Run this notebook: Open in Colab Open in Kaggle

Plot T Sne Perplexity¶

============================================================================= t-SNE: The effect of various perplexity values on the shape¶

An illustration of t-SNE on the two concentric circles and the S-curve datasets for different perplexity values.

We observe a tendency towards clearer shapes as the perplexity value increases.

The size, the distance and the shape of clusters may vary upon initialization, perplexity values and does not always convey a meaning.

As shown below, t-SNE for higher perplexities finds meaningful topology of two concentric circles, however the size and the distance of the circles varies slightly from the original. Contrary to the two circles dataset, the shapes visually diverge from S-curve topology on the S-curve dataset even for larger perplexity values.

For further details, “How to Use t-SNE Effectively” https://distill.pub/2016/misread-tsne/ provides a good discussion of the effects of various parameters, as well as interactive plots to explore those effects.

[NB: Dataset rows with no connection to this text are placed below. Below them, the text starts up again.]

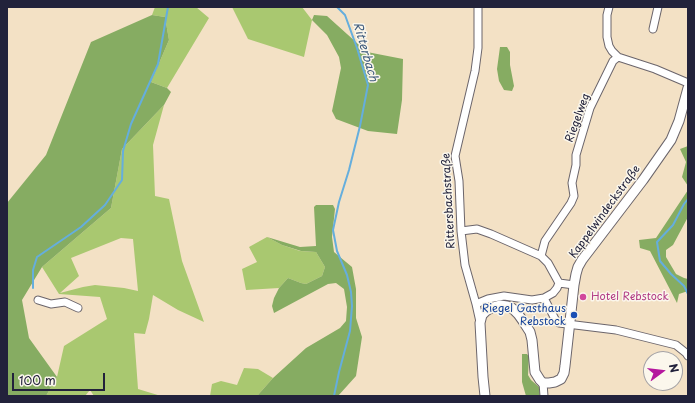 <!DOCTYPE html>
<html>
<head>
<meta charset="utf-8">
<style>
	body { margin:0 }
	#map { position:relative; width:695px; height:403px; overflow:hidden; background:#f3e1c5; font-family:"Playpen Sans",sans-serif }
	canvas { display:block }
	.frame { position:absolute; inset:0; border:8px solid #22223b; pointer-events:none }
	.north { position:absolute; left:643px; top:351px; width:40px; height:40px; box-sizing:border-box; background:#fbf7ec; border:1px solid #a4a2a5; border-radius:50%; rotate:75deg; font-size:11px; font-weight:700; line-height:16px; text-align:center; color:#22223b }
	.north::after { content:''; display:block; margin:auto; width:14px; height:18px; background:#b5179e; clip-path:polygon(50% 0,100% 100%,50% 72%,0 100%) }
	.scale { position:absolute; left:12px; top:373px; width:93px; height:18px; box-sizing:border-box; border:2px solid #22223b; border-top:0; padding-left:5px; font-size:12px; line-height:14px; white-space:nowrap; color:#22223b; -webkit-text-stroke:3px #fbf7ec; paint-order:stroke }
</style>
</head>
<body>
<div id="map">
<canvas width="695" height="403"></canvas>
<div class="frame"></div>
<div class="north">N</div>
<div class="scale">100 m</div>
</div>
<script>
const ctx = document.querySelector('canvas').getContext('2d');
ctx.lineJoin = 'round';
function paint(path, color) {
  ctx.fillStyle = color;
  ctx.fill(path, 'evenodd');
}
function toPath(rows) {
  const path = new Path2D();
  for (const r of rows) {
    path.moveTo(r[0], r[1]);
    for (let i = 2; i < r.length; i += 2) path.lineTo(r[i], r[i + 1]);
  }
  return path;
}
function stroke(path, color, width, dash) {
  ctx.strokeStyle = color;
  ctx.lineWidth = width;
  ctx.lineCap = dash ? 'butt' : 'round';
  ctx.setLineDash(dash || []);
  ctx.stroke(path);
}
function label(font, color, halo, rows, align = 'center') {
  ctx.font = font + ' "Playpen Sans",sans-serif';
  ctx.lineWidth = 3;
  ctx.setLineDash([]);
  ctx.textBaseline = 'middle';
  ctx.strokeStyle = halo;
  ctx.fillStyle = color;
  for (const [text, x, y, turn = 0] of rows) {
    ctx.save();
    ctx.translate(x, y);
    ctx.rotate((+turn || 0) * Math.PI / 180);
    ctx.textAlign = isNaN(turn) ? turn : align;
    if (halo) ctx.strokeText(text, 0, 0);
    ctx.fillText(text, 0, 0);
    ctx.restore();
  }
}
paint(toPath([
	[155,7,196,7,209,18,167,88,151,82,169,40,165,17,152,15],
	[232,7,302,7,312,20,304,57,248,39],
	[164,105,153,145,155,196,169,199,182,261,204,322,178,310,153,295,149,319,145,334,134,333,138,389,161,396,94,396,90,390,85,396,46,396,57,377,64,346,107,319,100,297,59,294,42,267,111,208,122,149],
	[121,238,133,239,138,291,124,288,95,285,83,287,60,293,79,276,71,258],
	[267,237,282,245,300,251,316,252,325,267,322,276,306,284,301,283,288,278,279,288,246,290,242,269,257,262,249,247],
	[244,368,258,369,273,378,257,396,210,396,212,384,221,381,237,385]
]), '#a9c870');
paint(toPath([
	[152,15,165,17,169,40,151,82,167,88,171,92,164,105,122,149,111,208,42,267,22,300,29,338,57,377,46,396,7,396,7,203,46,155,91,42],
	[314,15,327,16,367,52,403,59,402,100,397,134,368,131,336,119,332,111,341,68,339,57,327,35,312,20],
	[500,47,507,47,510,52,510,65,514,86,512,91,504,90,499,81,497,69],
	[688,146,688,186,682,177,686,162,680,149],
	[688,190,688,217,673,245,666,250,666,257,676,274,684,278,688,279,688,291,679,294,677,303,650,251,640,248,639,240,656,238],
	[316,205,333,205,335,209,332,237,334,252,352,267,356,289,356,318,362,337,356,376,338,396,257,396,273,378,306,348,340,328,346,321,347,307,344,289,336,283,328,284,274,313,272,306,274,298,279,288,288,278,301,283,306,284,322,276,325,267,316,252,301,251,282,245,267,237,300,247,316,246,314,207],
	[522,354,527,354,529,357,528,375,531,380,539,387,540,396,526,396,522,382]
]), '#86ac62');
stroke(toPath([
	[688,199,684,204,673,225,657,242,660,261,671,274,684,286,688,294],
	[33,288,33,270,37,257,81,227,105,205,122,180,123,151,131,124,158,64,168,7],
	[334,396,339,372,350,331,352,306,351,292,347,275,337,251,333,230,339,202,349,170,360,126,368,85,357,48,345,15,337,7]
]), '#65aedd', 2);
const minor = toPath([
	[478,7,478,48,475,71,455,156,459,181,461,231,465,265,476,304,480,322],
	[609,7,607,15,607,37,609,46,612,51,618,57],
	[653,29,658,7],
	[461,231,477,229,491,234,541,256,548,263,559,283,574,285],
	[541,256,545,241,571,203,574,196,572,183,576,165,576,155,590,108,613,61,618,57,655,69,688,83],
	[544,298,555,319,559,323,616,330,676,345,686,353,688,356],
	[38,300,51,304,65,302,78,308],
	[476,304,488,299,504,296,532,300,544,298,553,293,557,288,559,283],
	[543,383,544,396]
]);
const tertiary = toPath([
	[485,396,483,377,480,323,482,315,486,311,493,307,500,305,507,306,512,308,518,314,523,321,530,332,532,340,535,372,540,380,543,383,549,383,555,382,561,379,564,373,565,366,574,285,576,274,578,267,582,260,643,180,671,140,679,121,688,88]
]);
stroke(minor, '#6b656b', 9);
stroke(tertiary, '#6b656b', 11);
stroke(minor, '#fff', 7);
stroke(tertiary, '#fff', 9);
for (const [x, y, r, color] of [
	[583,297,4,"#d1479c"],
	[574,315,4,"#1a4fb4"]
]) {
  const dot = new Path2D();
  dot.arc(x, y, r, 0, 2 * Math.PI);
  ctx.fillStyle = color;
  ctx.fill(dot);
  stroke(dot, '#fbf7ec', 1.5);
}
label('11px', '#22223b', '#fbf7ec', [
	["Riegelweg",578,118,-70],
	["Rittersbachstraße",449,201,-93],
	["Kappelwindeckstraße",605,212,-54]
]);
label('11px', '#b23c85', '#fbf7ec', [
	["Hotel Rebstock",591,297]
], 'left');
label('11px', '#164399', '#fbf7ec', [
	["Riegel Gasthaus",566,309],
	["Rebstock",566,322]
], 'right');
label('italic 12px', '#3d5a7c', '#fbf7ec', [
	["Ritterbach",365,52,74]
]);
</script>
</body>
</html>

Imports for Exploring t-SNE Perplexity Effects¶

Perplexity controls the effective number of neighbors in t-SNE’s probability model: For each point, TSNE constructs a Gaussian distribution over all other points, with the bandwidth (sigma) chosen so that the distribution’s Shannon entropy equals log(perplexity). Low perplexity (e.g., 5) makes each point attend only to its closest few neighbors, producing tight but potentially artificial micro-clusters; high perplexity (e.g., 100) broadens attention to more distant points, encouraging the algorithm to preserve larger-scale structure at the cost of local detail. The init="random" setting means the optimization starts from a random configuration, so the final layout depends on both perplexity and the random seed – unlike PCA-initialized t-SNE, random initialization can produce qualitatively different results across runs.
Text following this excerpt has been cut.